All QC metrics for both single-lane and merged data are reviewed by a sequence data analyst to identify data deviations from known or historical norms.

Lanes/samples that fail sequencing data QC are flagged in the system and can be re-queued for library prep ( < 5% failure) or further sequencing (< 2% failure), depending upon the QC issue.

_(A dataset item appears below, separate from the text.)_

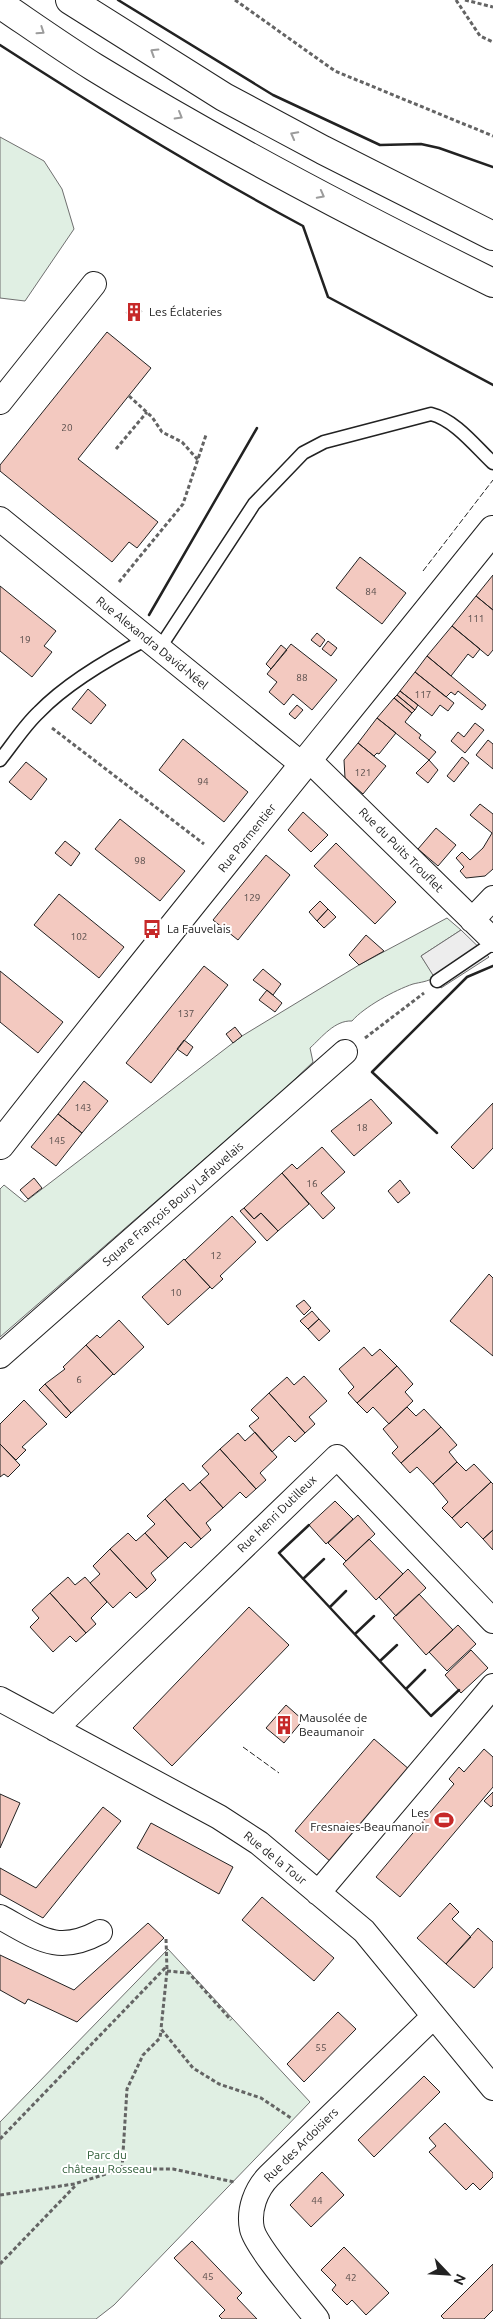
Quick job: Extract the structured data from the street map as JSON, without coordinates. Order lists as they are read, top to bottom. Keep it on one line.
{"streets":{"main road":["Rue Parmentier"],"street":["Rue Alexandra David-Néel","Rue du Puits Trouflet","Square François Boury Lafauvelais","Rue Henri Dutilleux","Rue de la Tour","Rue des Ardoisiers"]},"crossings":[["Rue Alexandra David-Néel","Rue Parmentier"],["Rue Alexandra David-Néel","Rue du Puits Trouflet"],["Rue Parmentier","Rue du Puits Trouflet"],["Rue Henri Dutilleux","Rue de la Tour"],["Rue de la Tour","Rue des Ardoisiers"]],"parks":["Parc du château Rosseau"],"places":{"building":["Les Éclateries","Mausolée de Beaumanoir"],"bus stop":["La Fauvelais"],"sports":["Les Fresnaies-Beaumanoir"]},"house_numbers":["20","84","111","19","88","117","121","94","98","129","102","137","143","18","145","16","12","10","6","55","44","45","42"],"north":"bottom right"}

Requirements for Passing Sequencing Data QC:

Exome completion is defined as having > 90% of the exome target at > 8X coverage and >80% of the exome target at > 20X coverage. Typically this yields a mean coverage of the target at 50-60X.

Data Release

All projects will have data returned in the following file types:

  • bam file (*.bam)- is a binary SAM file that contains the sequence alignment data for a single sample created using BWA
  • bam index file (*.bam.bai)- are the index files for the corresponding bam files
  • Multi-sample vcf file (.vcf)- contains all samples in a project called at every site that is variant in at least one of the samples as generally recommended by GATK best practices. For more information on VCF format go to: http://www.1000genomes.org/wiki/Analysis/Variant%20Call%20Format/vcf-variant-call-format-version-41
  • Sample ID Lookup table (.xls)- is a cross-reference between the UW-CMG LIMS IDs generated at the sequencing center and the investigator sample IDs. It also lists the family information for the project.
  • Genotype data- Not all projects will have high-density genotyping data generated. If the project was genotyped, the investigator will receive a PLINK-formatted file containing the genotypes. For more information on PLINK, go to: http://pngu.mgh.harvard.edu/~purcell/plink/data.shtml
  • SeattleSeq annotation files are provided. For additional information on this annotation, see the SeattleSeq website (http://snp.gs.washington.edu/SeattleSeqAnnotation138/)

Additional analysis for projects is available at an hourly rate.